» **WHAT YOU ARE ASKED TO DO**
Return the records that follow, unchanged and complete.

[DATA SUPPLIED Boundary: Start]

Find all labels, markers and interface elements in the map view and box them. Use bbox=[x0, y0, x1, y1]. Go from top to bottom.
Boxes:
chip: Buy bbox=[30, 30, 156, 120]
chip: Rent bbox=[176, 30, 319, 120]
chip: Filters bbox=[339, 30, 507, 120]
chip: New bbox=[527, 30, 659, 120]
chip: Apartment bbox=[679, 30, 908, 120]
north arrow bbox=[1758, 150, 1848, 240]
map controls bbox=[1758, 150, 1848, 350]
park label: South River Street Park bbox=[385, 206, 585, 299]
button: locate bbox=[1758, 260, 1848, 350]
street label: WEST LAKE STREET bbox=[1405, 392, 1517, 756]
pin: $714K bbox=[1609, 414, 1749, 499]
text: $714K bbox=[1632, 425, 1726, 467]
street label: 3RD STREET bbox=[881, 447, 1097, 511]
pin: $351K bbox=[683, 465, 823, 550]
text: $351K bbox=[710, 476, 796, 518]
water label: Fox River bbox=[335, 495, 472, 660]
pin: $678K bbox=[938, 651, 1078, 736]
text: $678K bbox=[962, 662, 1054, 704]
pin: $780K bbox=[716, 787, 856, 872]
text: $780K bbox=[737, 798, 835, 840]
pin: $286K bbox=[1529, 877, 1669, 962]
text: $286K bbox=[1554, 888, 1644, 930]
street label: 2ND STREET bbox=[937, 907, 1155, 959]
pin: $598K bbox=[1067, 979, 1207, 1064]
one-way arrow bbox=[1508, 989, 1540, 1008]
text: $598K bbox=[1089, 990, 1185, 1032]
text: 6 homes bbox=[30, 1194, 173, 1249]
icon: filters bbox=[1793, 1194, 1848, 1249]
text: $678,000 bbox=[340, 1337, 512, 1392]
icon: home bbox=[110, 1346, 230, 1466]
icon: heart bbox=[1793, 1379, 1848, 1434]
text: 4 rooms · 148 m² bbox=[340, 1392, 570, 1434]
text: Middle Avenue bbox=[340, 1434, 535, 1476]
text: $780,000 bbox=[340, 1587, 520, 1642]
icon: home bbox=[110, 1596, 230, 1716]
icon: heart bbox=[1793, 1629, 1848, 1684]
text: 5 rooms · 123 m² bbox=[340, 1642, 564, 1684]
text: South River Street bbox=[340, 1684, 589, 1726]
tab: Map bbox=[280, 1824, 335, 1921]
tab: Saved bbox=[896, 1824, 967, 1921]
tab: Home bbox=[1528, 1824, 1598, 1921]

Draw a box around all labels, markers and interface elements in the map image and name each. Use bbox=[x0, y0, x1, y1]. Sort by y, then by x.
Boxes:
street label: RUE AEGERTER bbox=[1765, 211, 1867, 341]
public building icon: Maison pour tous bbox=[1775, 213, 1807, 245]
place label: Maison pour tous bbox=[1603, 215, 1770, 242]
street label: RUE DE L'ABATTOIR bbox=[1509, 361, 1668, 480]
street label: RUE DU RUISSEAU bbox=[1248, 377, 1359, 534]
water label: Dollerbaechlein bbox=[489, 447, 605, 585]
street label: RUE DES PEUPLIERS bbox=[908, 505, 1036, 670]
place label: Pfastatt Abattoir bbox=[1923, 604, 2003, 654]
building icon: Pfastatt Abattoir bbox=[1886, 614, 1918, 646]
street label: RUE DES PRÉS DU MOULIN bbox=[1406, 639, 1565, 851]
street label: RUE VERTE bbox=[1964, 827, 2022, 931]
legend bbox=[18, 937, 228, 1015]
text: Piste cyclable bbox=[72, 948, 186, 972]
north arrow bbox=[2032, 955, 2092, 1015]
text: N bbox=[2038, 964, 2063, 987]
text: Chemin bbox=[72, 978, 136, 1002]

[DATA SUPPLIED Boundary: End]

» **OUTPUT BELOW**
Find all labels, markers and interface elements in the map view and box them. Use bbox=[x0, y0, x1, y1]. Go from top to bottom.
Boxes:
chip: Buy bbox=[30, 30, 156, 120]
chip: Rent bbox=[176, 30, 319, 120]
chip: Filters bbox=[339, 30, 507, 120]
chip: New bbox=[527, 30, 659, 120]
chip: Apartment bbox=[679, 30, 908, 120]
north arrow bbox=[1758, 150, 1848, 240]
map controls bbox=[1758, 150, 1848, 350]
park label: South River Street Park bbox=[385, 206, 585, 299]
button: locate bbox=[1758, 260, 1848, 350]
street label: WEST LAKE STREET bbox=[1405, 392, 1517, 756]
pin: $714K bbox=[1609, 414, 1749, 499]
text: $714K bbox=[1632, 425, 1726, 467]
street label: 3RD STREET bbox=[881, 447, 1097, 511]
pin: $351K bbox=[683, 465, 823, 550]
text: $351K bbox=[710, 476, 796, 518]
water label: Fox River bbox=[335, 495, 472, 660]
pin: $678K bbox=[938, 651, 1078, 736]
text: $678K bbox=[962, 662, 1054, 704]
pin: $780K bbox=[716, 787, 856, 872]
text: $780K bbox=[737, 798, 835, 840]
pin: $286K bbox=[1529, 877, 1669, 962]
text: $286K bbox=[1554, 888, 1644, 930]
street label: 2ND STREET bbox=[937, 907, 1155, 959]
pin: $598K bbox=[1067, 979, 1207, 1064]
one-way arrow bbox=[1508, 989, 1540, 1008]
text: $598K bbox=[1089, 990, 1185, 1032]
text: 6 homes bbox=[30, 1194, 173, 1249]
icon: filters bbox=[1793, 1194, 1848, 1249]
text: $678,000 bbox=[340, 1337, 512, 1392]
icon: home bbox=[110, 1346, 230, 1466]
icon: heart bbox=[1793, 1379, 1848, 1434]
text: 4 rooms · 148 m² bbox=[340, 1392, 570, 1434]
text: Middle Avenue bbox=[340, 1434, 535, 1476]
text: $780,000 bbox=[340, 1587, 520, 1642]
icon: home bbox=[110, 1596, 230, 1716]
icon: heart bbox=[1793, 1629, 1848, 1684]
text: 5 rooms · 123 m² bbox=[340, 1642, 564, 1684]
text: South River Street bbox=[340, 1684, 589, 1726]
tab: Map bbox=[280, 1824, 335, 1921]
tab: Saved bbox=[896, 1824, 967, 1921]
tab: Home bbox=[1528, 1824, 1598, 1921]

Draw a box around all labels, markers and interface elements in the map image and name each. Use bbox=[x0, y0, x1, y1]. Sort by y, then by x.
Boxes:
street label: RUE AEGERTER bbox=[1765, 211, 1867, 341]
public building icon: Maison pour tous bbox=[1775, 213, 1807, 245]
place label: Maison pour tous bbox=[1603, 215, 1770, 242]
street label: RUE DE L'ABATTOIR bbox=[1509, 361, 1668, 480]
street label: RUE DU RUISSEAU bbox=[1248, 377, 1359, 534]
water label: Dollerbaechlein bbox=[489, 447, 605, 585]
street label: RUE DES PEUPLIERS bbox=[908, 505, 1036, 670]
place label: Pfastatt Abattoir bbox=[1923, 604, 2003, 654]
building icon: Pfastatt Abattoir bbox=[1886, 614, 1918, 646]
street label: RUE DES PRÉS DU MOULIN bbox=[1406, 639, 1565, 851]
street label: RUE VERTE bbox=[1964, 827, 2022, 931]
legend bbox=[18, 937, 228, 1015]
text: Piste cyclable bbox=[72, 948, 186, 972]
north arrow bbox=[2032, 955, 2092, 1015]
text: N bbox=[2038, 964, 2063, 987]
text: Chemin bbox=[72, 978, 136, 1002]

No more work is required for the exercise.